--- YOUR INSTRUCTIONS ---
Go to the line below containing "function paint(path, color)" and print exactly from there through the line containing "const toPath = rows", both included. Print nothing else.

----------

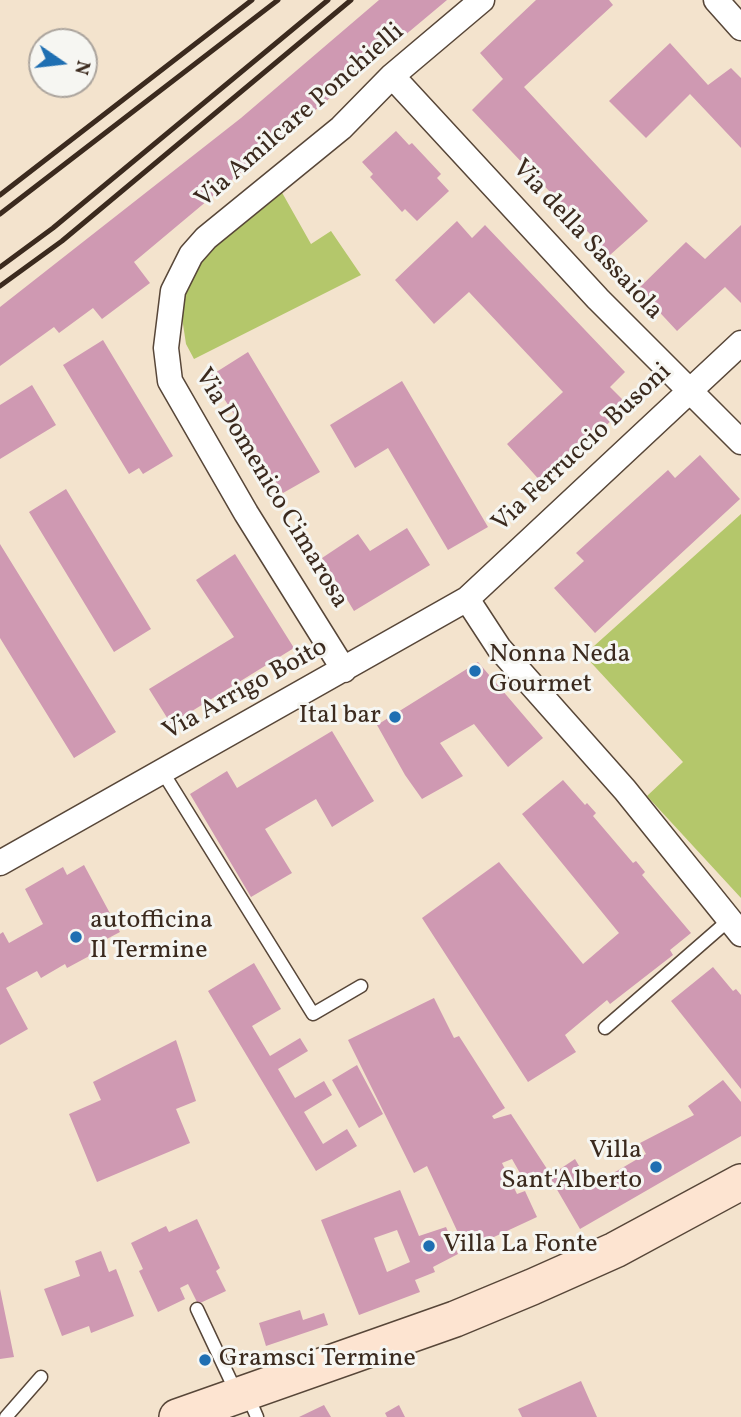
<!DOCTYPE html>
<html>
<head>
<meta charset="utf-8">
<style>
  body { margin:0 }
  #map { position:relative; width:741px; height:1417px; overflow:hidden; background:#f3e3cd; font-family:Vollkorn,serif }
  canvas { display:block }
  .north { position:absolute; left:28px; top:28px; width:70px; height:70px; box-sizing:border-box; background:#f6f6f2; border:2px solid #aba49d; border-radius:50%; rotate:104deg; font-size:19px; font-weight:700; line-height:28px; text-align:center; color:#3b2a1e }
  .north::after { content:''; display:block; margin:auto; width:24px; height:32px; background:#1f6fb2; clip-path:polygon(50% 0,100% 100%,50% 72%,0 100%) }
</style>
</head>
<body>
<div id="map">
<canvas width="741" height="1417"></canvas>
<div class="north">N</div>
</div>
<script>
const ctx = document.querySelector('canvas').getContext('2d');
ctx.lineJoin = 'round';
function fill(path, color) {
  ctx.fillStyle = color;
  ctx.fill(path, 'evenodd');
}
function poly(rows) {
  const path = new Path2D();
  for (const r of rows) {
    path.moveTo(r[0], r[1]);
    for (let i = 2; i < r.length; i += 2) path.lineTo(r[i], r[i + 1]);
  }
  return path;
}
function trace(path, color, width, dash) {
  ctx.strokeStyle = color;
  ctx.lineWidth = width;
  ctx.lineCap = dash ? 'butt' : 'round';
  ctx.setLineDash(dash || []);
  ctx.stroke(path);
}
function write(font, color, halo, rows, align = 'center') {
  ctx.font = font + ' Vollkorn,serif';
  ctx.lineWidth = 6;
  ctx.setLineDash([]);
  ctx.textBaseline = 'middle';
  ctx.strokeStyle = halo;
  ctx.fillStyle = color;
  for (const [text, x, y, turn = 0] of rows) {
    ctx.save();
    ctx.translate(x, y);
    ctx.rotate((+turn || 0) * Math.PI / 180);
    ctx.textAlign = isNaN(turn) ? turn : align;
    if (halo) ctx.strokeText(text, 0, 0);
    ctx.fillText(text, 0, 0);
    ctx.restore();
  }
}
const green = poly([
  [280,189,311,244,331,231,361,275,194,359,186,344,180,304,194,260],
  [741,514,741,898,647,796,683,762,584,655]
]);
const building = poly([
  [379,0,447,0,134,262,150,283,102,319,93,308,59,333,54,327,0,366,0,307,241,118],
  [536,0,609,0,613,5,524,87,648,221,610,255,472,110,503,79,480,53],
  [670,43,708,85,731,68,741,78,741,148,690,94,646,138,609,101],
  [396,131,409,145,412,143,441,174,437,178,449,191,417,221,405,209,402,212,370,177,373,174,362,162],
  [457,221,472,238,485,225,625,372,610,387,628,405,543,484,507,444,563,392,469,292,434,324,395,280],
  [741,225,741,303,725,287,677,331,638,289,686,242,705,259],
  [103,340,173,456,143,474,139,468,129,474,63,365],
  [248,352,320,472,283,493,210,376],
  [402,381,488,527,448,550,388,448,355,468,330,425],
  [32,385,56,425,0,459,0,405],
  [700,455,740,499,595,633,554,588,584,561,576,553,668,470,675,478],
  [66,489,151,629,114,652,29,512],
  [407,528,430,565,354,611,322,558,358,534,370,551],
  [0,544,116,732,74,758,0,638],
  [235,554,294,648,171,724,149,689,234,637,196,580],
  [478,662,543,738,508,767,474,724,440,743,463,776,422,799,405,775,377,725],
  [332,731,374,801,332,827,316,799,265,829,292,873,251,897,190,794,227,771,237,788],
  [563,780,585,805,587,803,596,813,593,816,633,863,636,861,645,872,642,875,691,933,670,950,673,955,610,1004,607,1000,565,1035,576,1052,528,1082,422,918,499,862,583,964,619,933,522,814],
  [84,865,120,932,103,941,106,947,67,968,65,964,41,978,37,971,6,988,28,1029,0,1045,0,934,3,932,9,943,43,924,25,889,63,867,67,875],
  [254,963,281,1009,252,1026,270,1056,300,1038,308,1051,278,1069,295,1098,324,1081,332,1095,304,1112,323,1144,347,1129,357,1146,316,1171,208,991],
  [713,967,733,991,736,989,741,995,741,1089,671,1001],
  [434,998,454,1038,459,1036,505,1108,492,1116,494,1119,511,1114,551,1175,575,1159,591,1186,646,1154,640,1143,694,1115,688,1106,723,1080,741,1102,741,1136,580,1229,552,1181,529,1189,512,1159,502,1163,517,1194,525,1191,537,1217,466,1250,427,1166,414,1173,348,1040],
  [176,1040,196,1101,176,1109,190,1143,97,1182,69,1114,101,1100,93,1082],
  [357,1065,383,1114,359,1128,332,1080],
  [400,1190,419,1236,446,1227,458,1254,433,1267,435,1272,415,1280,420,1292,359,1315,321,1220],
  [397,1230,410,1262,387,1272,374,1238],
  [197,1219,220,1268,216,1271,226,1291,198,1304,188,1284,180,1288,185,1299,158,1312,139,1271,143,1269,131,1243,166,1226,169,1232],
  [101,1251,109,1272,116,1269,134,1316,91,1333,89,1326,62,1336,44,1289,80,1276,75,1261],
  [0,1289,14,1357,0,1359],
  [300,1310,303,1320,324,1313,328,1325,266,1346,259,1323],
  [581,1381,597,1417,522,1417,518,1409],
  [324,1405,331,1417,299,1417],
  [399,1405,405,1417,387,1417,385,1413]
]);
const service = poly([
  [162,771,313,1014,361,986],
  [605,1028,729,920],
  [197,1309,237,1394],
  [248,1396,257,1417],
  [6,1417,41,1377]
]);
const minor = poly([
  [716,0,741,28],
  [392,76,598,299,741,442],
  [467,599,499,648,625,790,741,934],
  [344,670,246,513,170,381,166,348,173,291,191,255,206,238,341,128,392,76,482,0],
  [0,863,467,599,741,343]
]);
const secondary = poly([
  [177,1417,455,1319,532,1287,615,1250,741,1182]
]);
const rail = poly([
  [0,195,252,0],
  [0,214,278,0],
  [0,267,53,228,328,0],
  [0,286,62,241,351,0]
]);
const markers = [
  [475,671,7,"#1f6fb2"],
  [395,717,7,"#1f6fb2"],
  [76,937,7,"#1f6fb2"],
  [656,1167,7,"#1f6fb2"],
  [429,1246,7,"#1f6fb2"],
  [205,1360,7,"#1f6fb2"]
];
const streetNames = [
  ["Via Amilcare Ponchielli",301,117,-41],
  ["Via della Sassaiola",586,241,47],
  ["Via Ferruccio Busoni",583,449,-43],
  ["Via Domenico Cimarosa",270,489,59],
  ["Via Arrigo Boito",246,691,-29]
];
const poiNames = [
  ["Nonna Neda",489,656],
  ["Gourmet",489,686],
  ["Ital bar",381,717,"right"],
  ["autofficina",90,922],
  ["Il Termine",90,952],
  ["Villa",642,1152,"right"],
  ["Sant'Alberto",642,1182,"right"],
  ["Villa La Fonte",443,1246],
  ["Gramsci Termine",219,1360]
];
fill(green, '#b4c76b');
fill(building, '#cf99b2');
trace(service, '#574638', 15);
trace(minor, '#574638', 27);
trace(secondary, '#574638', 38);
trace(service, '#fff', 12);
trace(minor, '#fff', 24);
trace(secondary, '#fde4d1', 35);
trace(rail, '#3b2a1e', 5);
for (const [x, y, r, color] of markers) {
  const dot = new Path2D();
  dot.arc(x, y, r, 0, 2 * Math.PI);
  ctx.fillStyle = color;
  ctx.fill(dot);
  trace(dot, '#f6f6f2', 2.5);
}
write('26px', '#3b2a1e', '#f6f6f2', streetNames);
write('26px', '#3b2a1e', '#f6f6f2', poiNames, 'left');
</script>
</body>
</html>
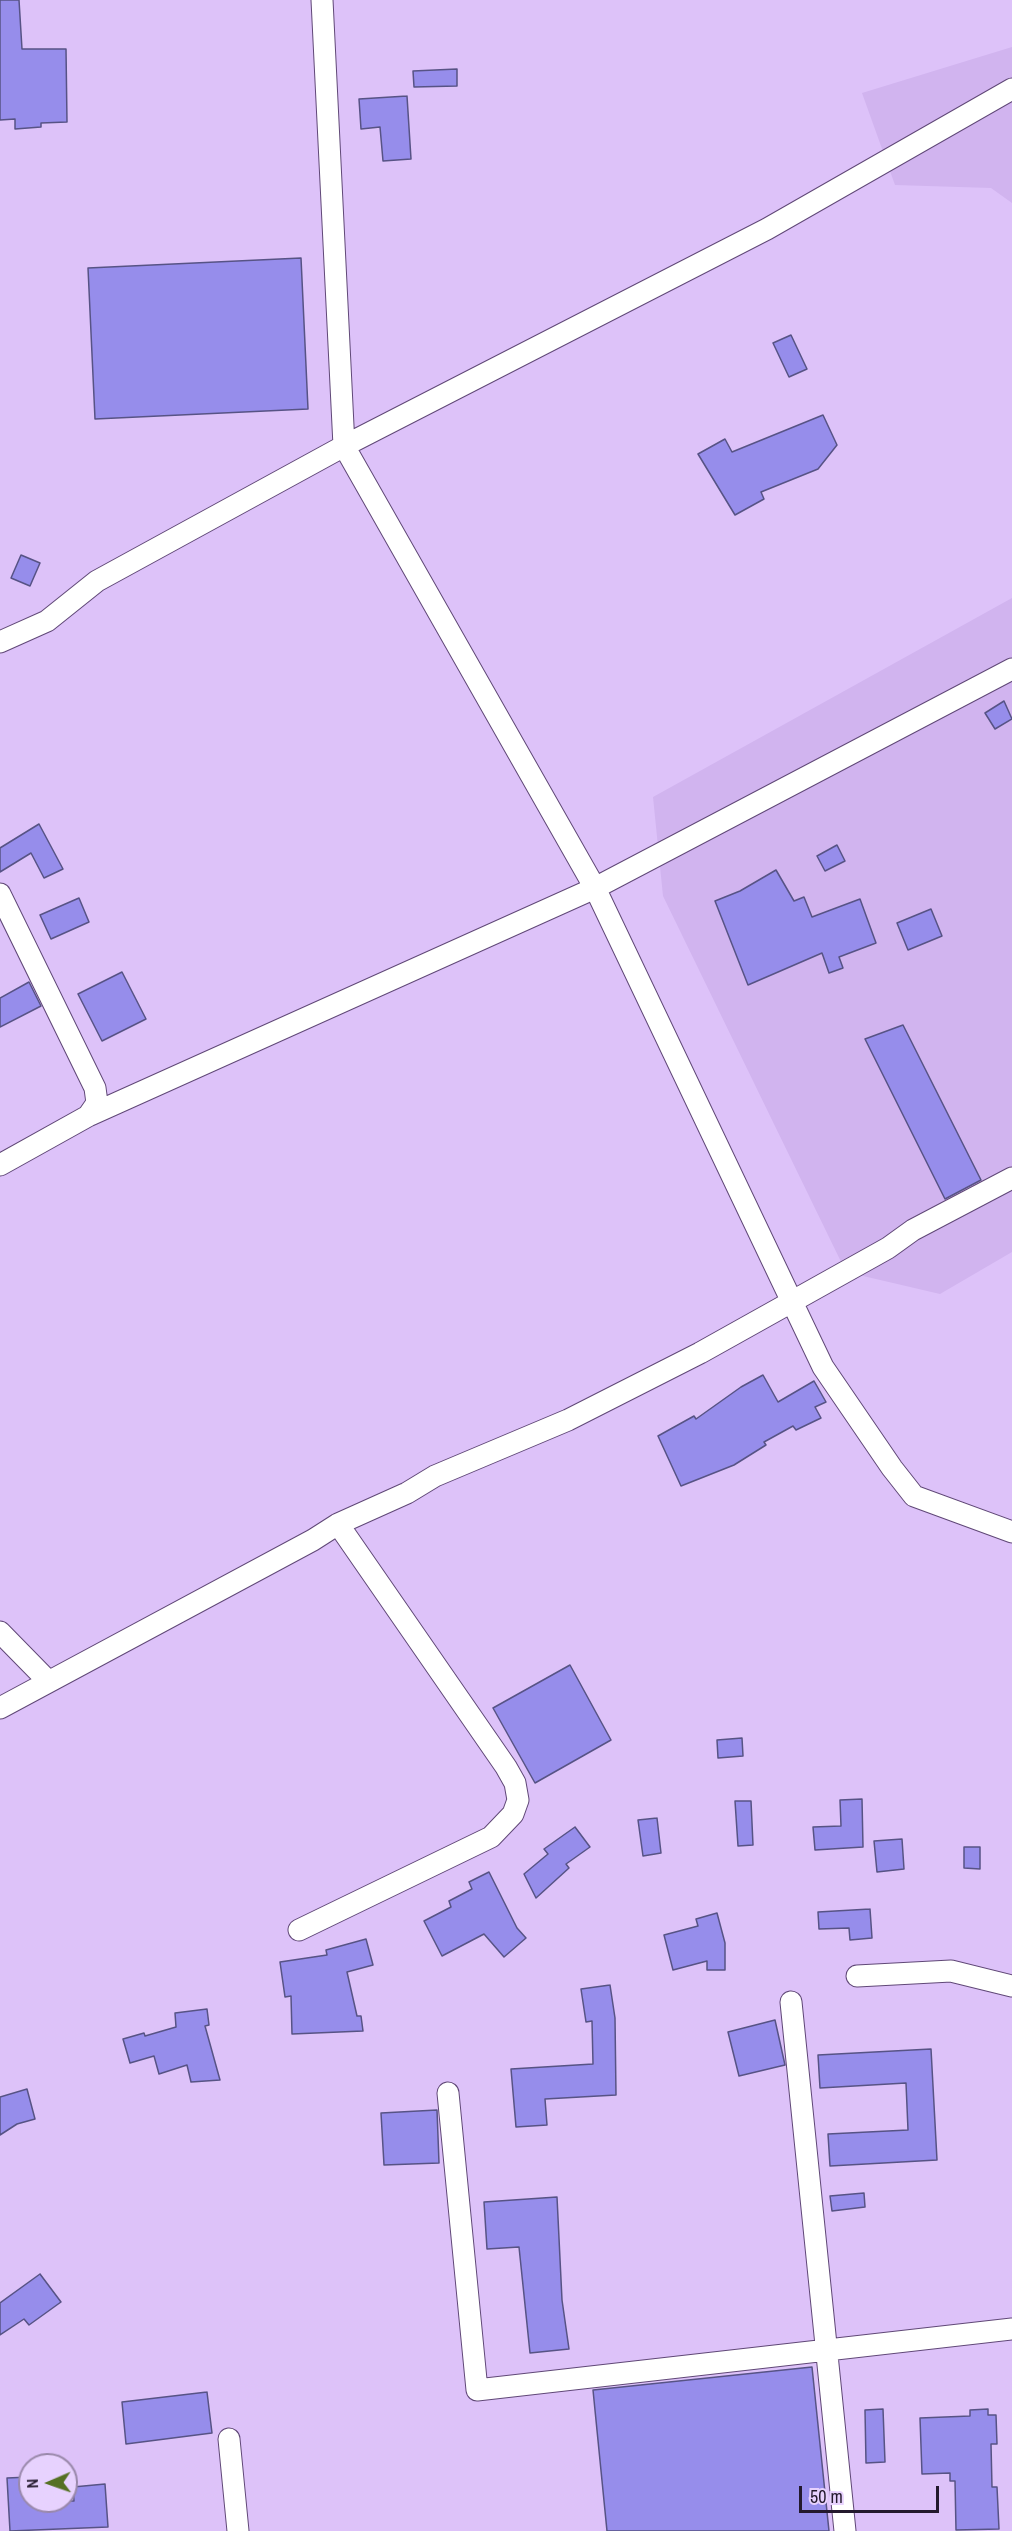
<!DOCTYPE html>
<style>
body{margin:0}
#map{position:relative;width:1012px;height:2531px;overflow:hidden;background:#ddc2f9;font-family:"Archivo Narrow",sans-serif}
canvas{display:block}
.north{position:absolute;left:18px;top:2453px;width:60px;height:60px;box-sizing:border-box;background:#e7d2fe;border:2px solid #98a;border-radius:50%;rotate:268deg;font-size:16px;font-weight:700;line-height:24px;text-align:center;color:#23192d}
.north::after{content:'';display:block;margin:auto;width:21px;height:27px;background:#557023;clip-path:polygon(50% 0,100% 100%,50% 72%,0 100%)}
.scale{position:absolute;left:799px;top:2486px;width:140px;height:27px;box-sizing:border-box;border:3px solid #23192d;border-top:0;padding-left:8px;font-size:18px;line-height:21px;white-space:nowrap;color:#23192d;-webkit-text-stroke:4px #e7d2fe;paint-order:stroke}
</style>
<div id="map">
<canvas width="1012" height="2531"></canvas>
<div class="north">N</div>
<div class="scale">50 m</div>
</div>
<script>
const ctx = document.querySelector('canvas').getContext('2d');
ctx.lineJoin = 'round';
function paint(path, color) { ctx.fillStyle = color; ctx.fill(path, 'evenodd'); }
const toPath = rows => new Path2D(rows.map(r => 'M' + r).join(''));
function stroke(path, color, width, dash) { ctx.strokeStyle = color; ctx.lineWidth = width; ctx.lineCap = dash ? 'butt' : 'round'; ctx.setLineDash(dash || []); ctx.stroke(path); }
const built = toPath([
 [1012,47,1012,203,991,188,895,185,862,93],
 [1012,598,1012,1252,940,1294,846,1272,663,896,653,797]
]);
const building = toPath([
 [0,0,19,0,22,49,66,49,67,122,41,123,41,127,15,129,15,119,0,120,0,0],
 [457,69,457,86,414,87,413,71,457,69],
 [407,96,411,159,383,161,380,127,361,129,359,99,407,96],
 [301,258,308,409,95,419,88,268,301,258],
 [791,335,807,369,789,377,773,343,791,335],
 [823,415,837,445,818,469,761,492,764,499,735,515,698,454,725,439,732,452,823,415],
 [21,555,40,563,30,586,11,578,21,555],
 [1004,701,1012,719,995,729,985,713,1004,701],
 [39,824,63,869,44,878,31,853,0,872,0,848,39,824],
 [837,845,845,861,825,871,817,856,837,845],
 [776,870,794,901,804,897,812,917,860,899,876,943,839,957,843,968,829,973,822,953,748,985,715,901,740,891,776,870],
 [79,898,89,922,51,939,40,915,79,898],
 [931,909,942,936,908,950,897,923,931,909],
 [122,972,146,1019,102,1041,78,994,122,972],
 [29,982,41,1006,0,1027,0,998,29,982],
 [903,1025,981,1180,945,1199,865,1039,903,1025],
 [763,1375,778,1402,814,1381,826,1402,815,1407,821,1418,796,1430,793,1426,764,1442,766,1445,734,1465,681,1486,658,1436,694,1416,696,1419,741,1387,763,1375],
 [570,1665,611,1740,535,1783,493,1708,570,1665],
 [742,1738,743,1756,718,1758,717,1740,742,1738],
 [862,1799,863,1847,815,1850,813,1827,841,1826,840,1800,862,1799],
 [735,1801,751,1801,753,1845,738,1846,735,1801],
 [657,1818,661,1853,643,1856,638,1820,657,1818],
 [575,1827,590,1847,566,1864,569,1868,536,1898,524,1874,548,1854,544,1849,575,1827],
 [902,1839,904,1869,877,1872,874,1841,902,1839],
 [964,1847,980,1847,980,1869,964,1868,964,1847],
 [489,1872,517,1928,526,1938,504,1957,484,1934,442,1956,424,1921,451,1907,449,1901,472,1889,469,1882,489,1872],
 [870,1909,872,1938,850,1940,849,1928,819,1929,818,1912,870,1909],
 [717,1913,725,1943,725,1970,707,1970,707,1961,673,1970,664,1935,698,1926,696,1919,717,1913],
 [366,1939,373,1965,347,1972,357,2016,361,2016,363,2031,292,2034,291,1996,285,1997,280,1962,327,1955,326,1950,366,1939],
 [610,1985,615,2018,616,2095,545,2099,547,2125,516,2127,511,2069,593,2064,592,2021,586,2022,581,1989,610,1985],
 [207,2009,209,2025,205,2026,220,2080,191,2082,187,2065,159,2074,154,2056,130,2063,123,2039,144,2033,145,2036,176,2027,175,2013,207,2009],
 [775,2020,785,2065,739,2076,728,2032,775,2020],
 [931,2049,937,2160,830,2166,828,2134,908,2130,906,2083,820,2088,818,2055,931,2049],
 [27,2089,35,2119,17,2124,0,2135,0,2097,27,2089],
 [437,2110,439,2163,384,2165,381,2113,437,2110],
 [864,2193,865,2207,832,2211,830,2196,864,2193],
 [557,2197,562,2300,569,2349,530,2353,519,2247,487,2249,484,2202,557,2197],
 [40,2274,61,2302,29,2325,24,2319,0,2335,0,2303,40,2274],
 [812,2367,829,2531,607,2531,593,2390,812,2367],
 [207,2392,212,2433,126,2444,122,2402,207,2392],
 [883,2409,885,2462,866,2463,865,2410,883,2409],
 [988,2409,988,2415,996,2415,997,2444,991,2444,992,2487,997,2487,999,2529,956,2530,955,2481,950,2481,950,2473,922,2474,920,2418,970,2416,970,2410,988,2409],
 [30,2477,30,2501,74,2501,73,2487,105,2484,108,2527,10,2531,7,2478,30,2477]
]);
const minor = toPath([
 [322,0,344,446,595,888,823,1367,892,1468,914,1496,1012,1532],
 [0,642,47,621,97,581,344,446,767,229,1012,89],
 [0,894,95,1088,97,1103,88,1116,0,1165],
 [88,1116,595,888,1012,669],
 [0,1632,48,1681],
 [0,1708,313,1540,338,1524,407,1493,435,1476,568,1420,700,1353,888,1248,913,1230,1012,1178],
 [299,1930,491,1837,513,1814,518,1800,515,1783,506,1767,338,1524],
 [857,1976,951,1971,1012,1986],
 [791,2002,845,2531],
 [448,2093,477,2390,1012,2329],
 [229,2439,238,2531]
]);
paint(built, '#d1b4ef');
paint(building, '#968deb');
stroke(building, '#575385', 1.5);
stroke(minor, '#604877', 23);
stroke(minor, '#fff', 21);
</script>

----------

--- OUTPUT OF THE EXERCISE ---
function paint(path, color) { ctx.fillStyle = color; ctx.fill(path, 'evenodd'); }
const toPath = rows => new Path2D(rows.map(r => 'M' + r).join(''));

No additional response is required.